Illustrating the point, Kise called in to the hearing from New York, where Trump’s son, Donald Trump Jr., was called to testify in the afternoon.

Prosecutors say Trump and his lawyers have had ample time to review the materials and have overstated the logistical difficulties of doing so. Prosecutors say there had been a small number of classified materials so sensitive that Trump initially could review them only in Washington, D.C., because a secure-enough facility was not yet ready in Florida.

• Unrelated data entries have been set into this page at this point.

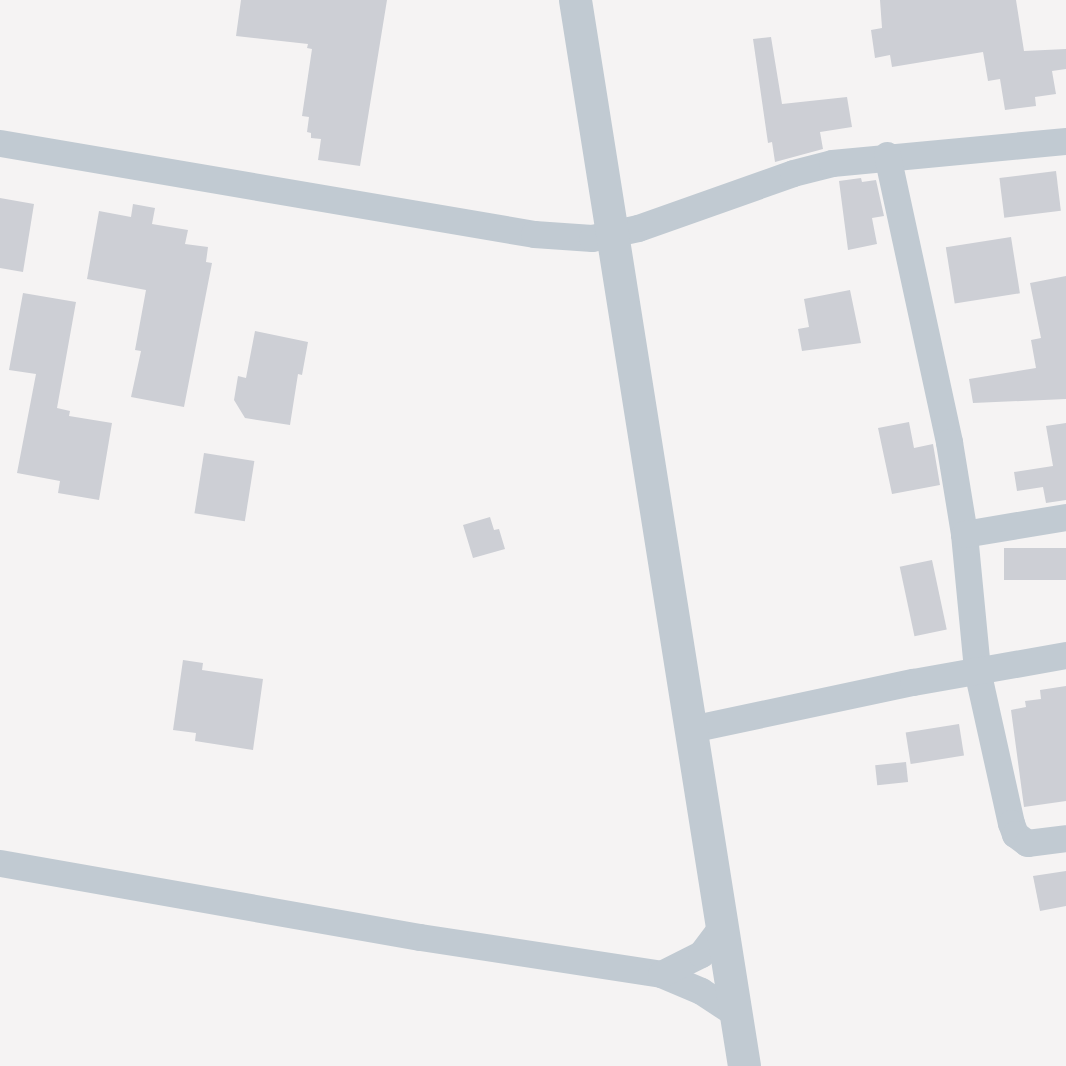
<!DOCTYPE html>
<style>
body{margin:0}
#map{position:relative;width:1066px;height:1066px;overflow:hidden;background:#f5f3f3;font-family:"Fira Sans Condensed",sans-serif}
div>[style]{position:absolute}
.building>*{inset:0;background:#cdcfd5;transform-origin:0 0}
.minor>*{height:27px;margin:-13.5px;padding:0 13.5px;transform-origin:13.5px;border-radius:13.5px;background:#c1cad2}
.tertiary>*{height:33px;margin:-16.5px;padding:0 16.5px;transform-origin:16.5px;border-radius:16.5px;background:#c1cad2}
span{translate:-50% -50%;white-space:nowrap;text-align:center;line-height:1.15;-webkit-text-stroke:4.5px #fff;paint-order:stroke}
</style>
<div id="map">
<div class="building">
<i style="clip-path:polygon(241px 0,387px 0,360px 166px,318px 160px,321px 139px,311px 138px,311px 133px,307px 132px,309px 117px,302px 116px,312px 49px,307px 48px,308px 44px,236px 36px)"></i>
<i style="clip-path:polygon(880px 0,1016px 0,1024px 51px,1066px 49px,1066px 69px,1052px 71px,1056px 94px,1035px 97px,1036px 106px,1005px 110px,1000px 79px,988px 81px,983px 52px,892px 67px,890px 55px,875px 58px,871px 30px,882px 28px)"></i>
<i style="clip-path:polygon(771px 37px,782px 104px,847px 97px,852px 127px,820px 132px,823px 149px,775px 162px,772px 142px,768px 143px,753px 39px)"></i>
<i style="left:1056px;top:171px;width:40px;height:57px;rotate:83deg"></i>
<i style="clip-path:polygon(861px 178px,862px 182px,876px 180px,884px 216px,872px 218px,877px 244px,848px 250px,839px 181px)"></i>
<i style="clip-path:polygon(0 198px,34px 204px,23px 272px,0 268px)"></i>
<i style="clip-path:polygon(133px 204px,155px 208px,152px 224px,188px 230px,185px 244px,208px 247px,206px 262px,212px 263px,184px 407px,131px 397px,141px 351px,135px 350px,146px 290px,87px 279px,99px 211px,131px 217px)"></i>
<i style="left:1011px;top:237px;width:57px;height:66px;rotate:81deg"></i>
<i style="clip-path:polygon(1066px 276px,1066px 399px,973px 403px,969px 379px,1036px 368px,1031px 340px,1041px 338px,1030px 283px)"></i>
<i style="clip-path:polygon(850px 290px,861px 343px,802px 351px,798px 329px,809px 327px,804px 299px)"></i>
<i style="clip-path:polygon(23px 293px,76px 302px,57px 408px,70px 411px,69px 416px,112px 423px,99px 500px,58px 493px,60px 481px,17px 473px,36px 374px,9px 370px)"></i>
<i style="clip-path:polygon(255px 331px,308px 342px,302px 375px,298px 374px,290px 425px,245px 418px,234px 400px,238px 376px,246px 378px)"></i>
<i style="clip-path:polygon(909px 422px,914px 448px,933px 444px,940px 485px,892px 494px,878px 428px)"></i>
<i style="clip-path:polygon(1066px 423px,1066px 500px,1046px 503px,1043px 487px,1017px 491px,1014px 472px,1053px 466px,1046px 426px)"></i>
<i style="left:204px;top:453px;width:51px;height:61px;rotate:9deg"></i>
<i style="clip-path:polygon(490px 517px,494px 530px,499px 529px,505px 549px,473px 558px,463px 525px)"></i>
<i style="left:1066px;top:548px;width:32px;height:62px;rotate:90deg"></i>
<i style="left:932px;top:560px;width:71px;height:33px;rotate:78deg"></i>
<i style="clip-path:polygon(183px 660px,203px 663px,202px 670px,263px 679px,253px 750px,195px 741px,196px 733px,173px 730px)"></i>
<i style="clip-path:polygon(1066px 686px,1066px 801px,1024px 807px,1011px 710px,1026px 707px,1025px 701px,1041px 699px,1040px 690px)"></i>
<i style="left:959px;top:724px;width:32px;height:54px;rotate:81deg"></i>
<i style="left:906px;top:762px;width:20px;height:31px;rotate:84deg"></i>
<i style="clip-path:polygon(1066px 871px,1066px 906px,1040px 911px,1033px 876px)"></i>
</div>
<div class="minor">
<i style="left:0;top:143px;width:542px;rotate:9.67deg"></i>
<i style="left:534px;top:234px;width:58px;rotate:3.9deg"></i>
<i style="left:592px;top:238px;width:47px;rotate:-12.3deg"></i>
<i style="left:638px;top:228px;width:164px;rotate:-19.5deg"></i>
<i style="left:793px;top:173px;width:40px;rotate:-14.4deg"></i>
<i style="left:832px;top:163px;width:235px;rotate:-5.4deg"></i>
<i style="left:887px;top:155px;width:294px;rotate:77.8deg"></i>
<i style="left:949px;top:442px;width:93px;rotate:80.7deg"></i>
<i style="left:964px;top:534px;width:137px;rotate:84.5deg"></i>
<i style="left:977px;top:670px;width:157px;rotate:77.5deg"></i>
<i style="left:1011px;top:823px;width:12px;rotate:70deg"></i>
<i style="left:1015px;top:834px;width:15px;rotate:37deg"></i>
<i style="left:1027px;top:843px;width:39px;rotate:-7deg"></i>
<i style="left:964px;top:534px;width:103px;rotate:-9.5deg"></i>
<i style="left:691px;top:729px;width:227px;rotate:-12deg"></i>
<i style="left:913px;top:682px;width:155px;rotate:-10deg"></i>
<i style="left:0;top:863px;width:426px;rotate:10deg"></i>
<i style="left:420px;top:937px;width:244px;rotate:8.7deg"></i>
<i style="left:661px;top:974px;width:43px;rotate:23deg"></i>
<i style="left:701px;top:991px;width:42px;rotate:33.3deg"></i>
<i style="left:661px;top:974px;width:45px;rotate:-26.6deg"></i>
<i style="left:701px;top:954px;width:35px;rotate:-53deg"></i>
</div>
<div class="tertiary">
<i style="left:575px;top:0;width:1079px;rotate:80.99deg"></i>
</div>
</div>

But they said that all the classified materials are now available to review in Florida.

In addition to the civil trial and the two federal criminal cases, Trump also faces two state-level indictments — creating a maze of potential court dates and election primaries that could make the 2024 presidential race unlike any other in the country’s history.

His federal trial in D.C. is scheduled to start March 4, just one day before Super Tuesday, the day more than a dozen states select a GOP nominee.

Trump is also slated to go on trial in New York court later in March, on state charges of business fraud related to hush money payments made in 2016.

The former president also has been indicted in Fulton County, Ga., by the local district attorney. That case, which has yet to get a trial date, charges that the president was part of a sprawling conspiracy to block the state’s results in the 2020 presidential election.

Trump has pleaded not guilty in all the criminal cases.